Laurent Larcher, La Croix, 19 mai 2010
« Au bout du compte, l’argument décisif qu’il retient est que la télévision entre en concurrence avec la seule activité qui vaille : vivre ! Un livre réjouissant. »
Raphaël Enthoven, L’Express, 26 mai 2010
« Le vrai problème de la télévision est non pas la violence, ni la pornographie, ni même la télé-réalité… mais le ‘‘montage’’, ou l’art de tailler à la serpe les paroles des invités. Par-delà l’éventuelle indignité ou vulgarité de ce qu’elle montre, c’est quand la télévision dissimule quelque chose qu’elle devient réellement obscène. Le meilleur exemple de falsification télévisuelle demeure, à cet égard, l’histoire de l’altercation entre Christophe Hondelatte et Alexandre Lacroix lors d’une émission consacrée justement à la question de la violence à la télé, au cours de laquelle, après avoir révélé, contre son gré, des détails de la vie privée d’un participant au documentaire de Christophe Nick sur le sadisme ordinaire, Hondelatte entreprit d’exclure manu militari le philosophe, qui lui reprochait ses méthodes, avant lui-même… de tout couper au montage. Nul ne verra jamais, donc, les images qui mettent idéalement en abyme le propos de l’émission. Troublant trou noir dont le philosophe a tiré un petit livre passionnant où, tout en définissant l’Audimat comme ‘‘l’instrument de mesure statistique qui permet aux programmateurs de calculer précisément le niveau de bassesse auquel situer leurs émissions’’, Alexandre Lacroix échappe néanmoins aux lieux communs sur le petit écran.

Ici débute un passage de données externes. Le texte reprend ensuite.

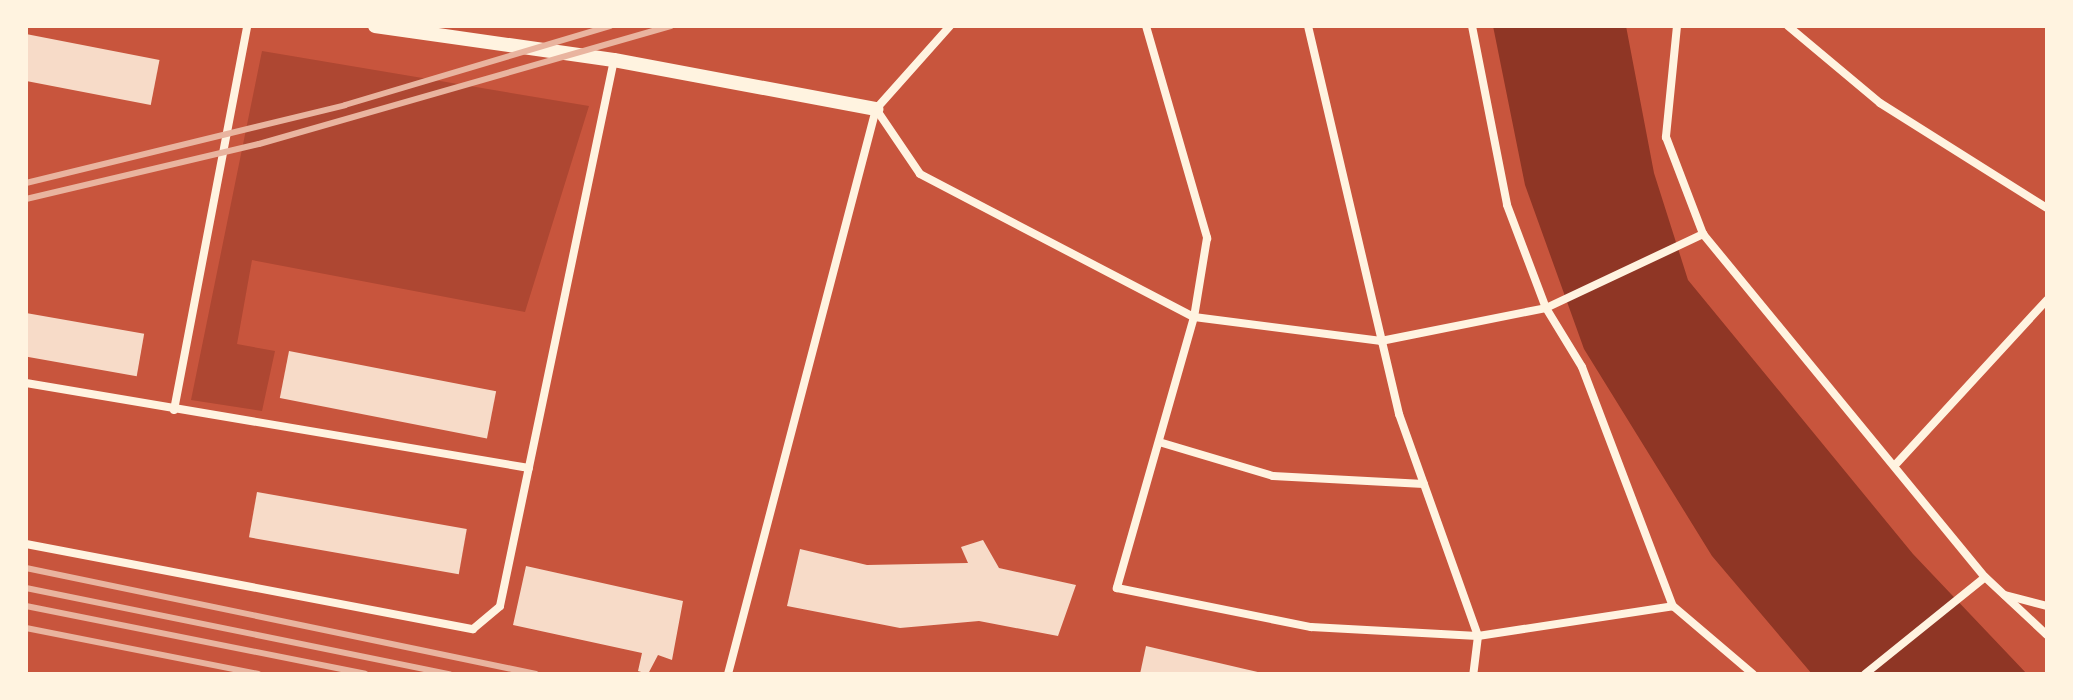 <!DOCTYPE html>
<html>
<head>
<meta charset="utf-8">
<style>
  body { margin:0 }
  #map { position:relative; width:2073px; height:700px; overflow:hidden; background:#c8553d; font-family:"Alegreya Sans",sans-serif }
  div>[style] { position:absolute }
  .green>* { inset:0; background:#ae4732 }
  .water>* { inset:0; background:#8f3625 }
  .building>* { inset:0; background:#f7dbc8; transform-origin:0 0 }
  .minor>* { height:8px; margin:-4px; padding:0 4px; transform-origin:4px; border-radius:4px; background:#fff3e0 }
  .tertiary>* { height:14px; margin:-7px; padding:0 7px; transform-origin:7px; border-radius:7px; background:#fff3e0 }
  .rail>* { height:6px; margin:-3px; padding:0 3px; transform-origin:3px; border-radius:3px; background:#e9b49f }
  span { translate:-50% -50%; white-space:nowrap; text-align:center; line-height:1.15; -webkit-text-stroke:6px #fff3e0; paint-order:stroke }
  .frame { position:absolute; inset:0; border:28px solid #fff3e0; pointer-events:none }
</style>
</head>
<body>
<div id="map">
  <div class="green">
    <i style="clip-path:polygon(262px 51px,589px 106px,525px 312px,252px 260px,237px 344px,275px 351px,262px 411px,191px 400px)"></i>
  </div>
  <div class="water">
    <i style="clip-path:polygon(1493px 26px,1626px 26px,1654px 173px,1688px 280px,1913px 554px,2027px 674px,1812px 674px,1712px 556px,1584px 349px,1525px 185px)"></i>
  </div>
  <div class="building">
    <i style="left:26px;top:34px;width:136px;height:46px;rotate:11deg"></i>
    <i style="left:26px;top:313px;width:120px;height:43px;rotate:10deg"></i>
    <i style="left:289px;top:351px;width:211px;height:48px;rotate:11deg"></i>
    <i style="left:257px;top:492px;width:213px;height:46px;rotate:10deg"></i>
    <i style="clip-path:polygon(983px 540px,999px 568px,1076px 585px,1058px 636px,979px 621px,900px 628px,787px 606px,800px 549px,867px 565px,968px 563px,961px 547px)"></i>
    <i style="clip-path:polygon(526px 566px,683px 601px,672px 660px,658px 655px,648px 674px,638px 671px,642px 653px,513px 625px)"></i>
    <i style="clip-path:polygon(1146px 646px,1262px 673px,1262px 674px,1140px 674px)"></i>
  </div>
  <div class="minor">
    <i style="left:1146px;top:26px;width:221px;rotate:73.9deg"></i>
    <i style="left:1207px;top:238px;width:80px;rotate:99.3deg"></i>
    <i style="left:1194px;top:317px;width:282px;rotate:105.9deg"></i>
    <i style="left:1117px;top:588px;width:198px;rotate:11.4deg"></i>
    <i style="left:1311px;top:627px;width:167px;rotate:3.1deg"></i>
    <i style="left:1478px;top:636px;width:197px;rotate:-8.7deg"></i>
    <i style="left:1308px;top:26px;width:399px;rotate:76.8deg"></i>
    <i style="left:1399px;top:414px;width:236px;rotate:70.4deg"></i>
    <i style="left:1478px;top:636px;width:38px;rotate:97deg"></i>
    <i style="left:1472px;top:26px;width:182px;rotate:78.9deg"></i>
    <i style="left:1507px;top:205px;width:110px;rotate:69.3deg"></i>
    <i style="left:1546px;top:308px;width:69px;rotate:58.6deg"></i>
    <i style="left:1582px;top:367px;width:256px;rotate:69.2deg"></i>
    <i style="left:1673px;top:606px;width:105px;rotate:40.4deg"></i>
    <i style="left:1677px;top:26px;width:112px;rotate:95.7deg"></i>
    <i style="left:1666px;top:137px;width:104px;rotate:69.1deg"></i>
    <i style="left:1703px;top:234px;width:444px;rotate:50.6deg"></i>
    <i style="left:1985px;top:577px;width:85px;rotate:43.1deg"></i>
    <i style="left:1788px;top:26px;width:120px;rotate:39.9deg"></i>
    <i style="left:1880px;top:103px;width:197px;rotate:32.2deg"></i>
    <i style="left:876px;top:109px;width:78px;rotate:55.9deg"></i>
    <i style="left:920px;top:174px;width:309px;rotate:27.6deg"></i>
    <i style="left:1194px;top:317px;width:189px;rotate:7.3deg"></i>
    <i style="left:1381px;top:341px;width:168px;rotate:-11.3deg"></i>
    <i style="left:1546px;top:308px;width:174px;rotate:-25.2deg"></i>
    <i style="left:26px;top:383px;width:510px;rotate:9.59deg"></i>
    <i style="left:174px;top:410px;width:391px;rotate:-79.2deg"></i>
    <i style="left:1159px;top:442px;width:119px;rotate:16.6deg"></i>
    <i style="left:1273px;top:476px;width:151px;rotate:3deg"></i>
    <i style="left:1897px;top:463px;width:222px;rotate:-47.4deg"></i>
    <i style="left:26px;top:544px;width:455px;rotate:10.8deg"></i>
    <i style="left:473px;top:629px;width:35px;rotate:-40deg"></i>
    <i style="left:500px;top:606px;width:558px;rotate:-78.21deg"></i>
    <i style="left:2005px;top:595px;width:43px;rotate:14.7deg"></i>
    <i style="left:728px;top:674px;width:584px;rotate:-75.32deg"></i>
    <i style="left:876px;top:109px;width:111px;rotate:-48.3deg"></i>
    <i style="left:1865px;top:674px;width:154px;rotate:-38.9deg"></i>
  </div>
  <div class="tertiary">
    <i style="left:375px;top:26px;width:241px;rotate:8.1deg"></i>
    <i style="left:614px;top:60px;width:267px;rotate:10.6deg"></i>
  </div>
  <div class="rail">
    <i style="left:26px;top:183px;width:328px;rotate:-13.7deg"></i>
    <i style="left:345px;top:105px;width:277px;rotate:-16.6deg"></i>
    <i style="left:26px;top:199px;width:239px;rotate:-13.3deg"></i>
    <i style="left:259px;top:144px;width:429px;rotate:-16deg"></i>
    <i style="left:26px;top:568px;width:521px;rotate:11.74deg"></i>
    <i style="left:26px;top:588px;width:433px;rotate:11.5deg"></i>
    <i style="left:26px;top:606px;width:346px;rotate:11.3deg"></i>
    <i style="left:26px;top:628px;width:237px;rotate:11.2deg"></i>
  </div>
  <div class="frame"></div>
</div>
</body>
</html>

Exit Pierre Bourdieu, par exemple, dont l’écriture poussive disqualifie la dénonciation du ‘‘temps bref’’; exeunt, à sa suite, tous ceux qui jugent de la bonne ou de la mauvaise qualité d’un programme et dont Lacroix rappelle qu’en parlant ainsi ils prononcent d’abord un ‘‘jugement de classe’’. L’unique argument du penseur téléphobe est d’autant plus efficace qu’il est simple : ‘‘La vie paraît plus belle sans télé.’’ Pourquoi ? Parce que, en médiateur ambivalent, la télévision nous sépare du réel qu’elle prétend nous montrer, et parce que, ‘‘avec l’irruption du téléviseur dans la salle à manger, la famille devient un lieu public… où l’on se côtoie sans se connaître’’. Et Lacroix de conclure son livre en faisant le rêve d’un monde sans télé. Utopie ? Contentons-nous déjà, dans l’immédiat, de fuir les émissions qui découpent les propos des invités. Censurons la censure. Interdisons le montage dans les émissions de débat. Enlevons sa serpe à l’animateur. Qu’à défaut du présent on ait au moins du direct. Que le temps perdu devant le petit écran soit, au moins, du temps réel. »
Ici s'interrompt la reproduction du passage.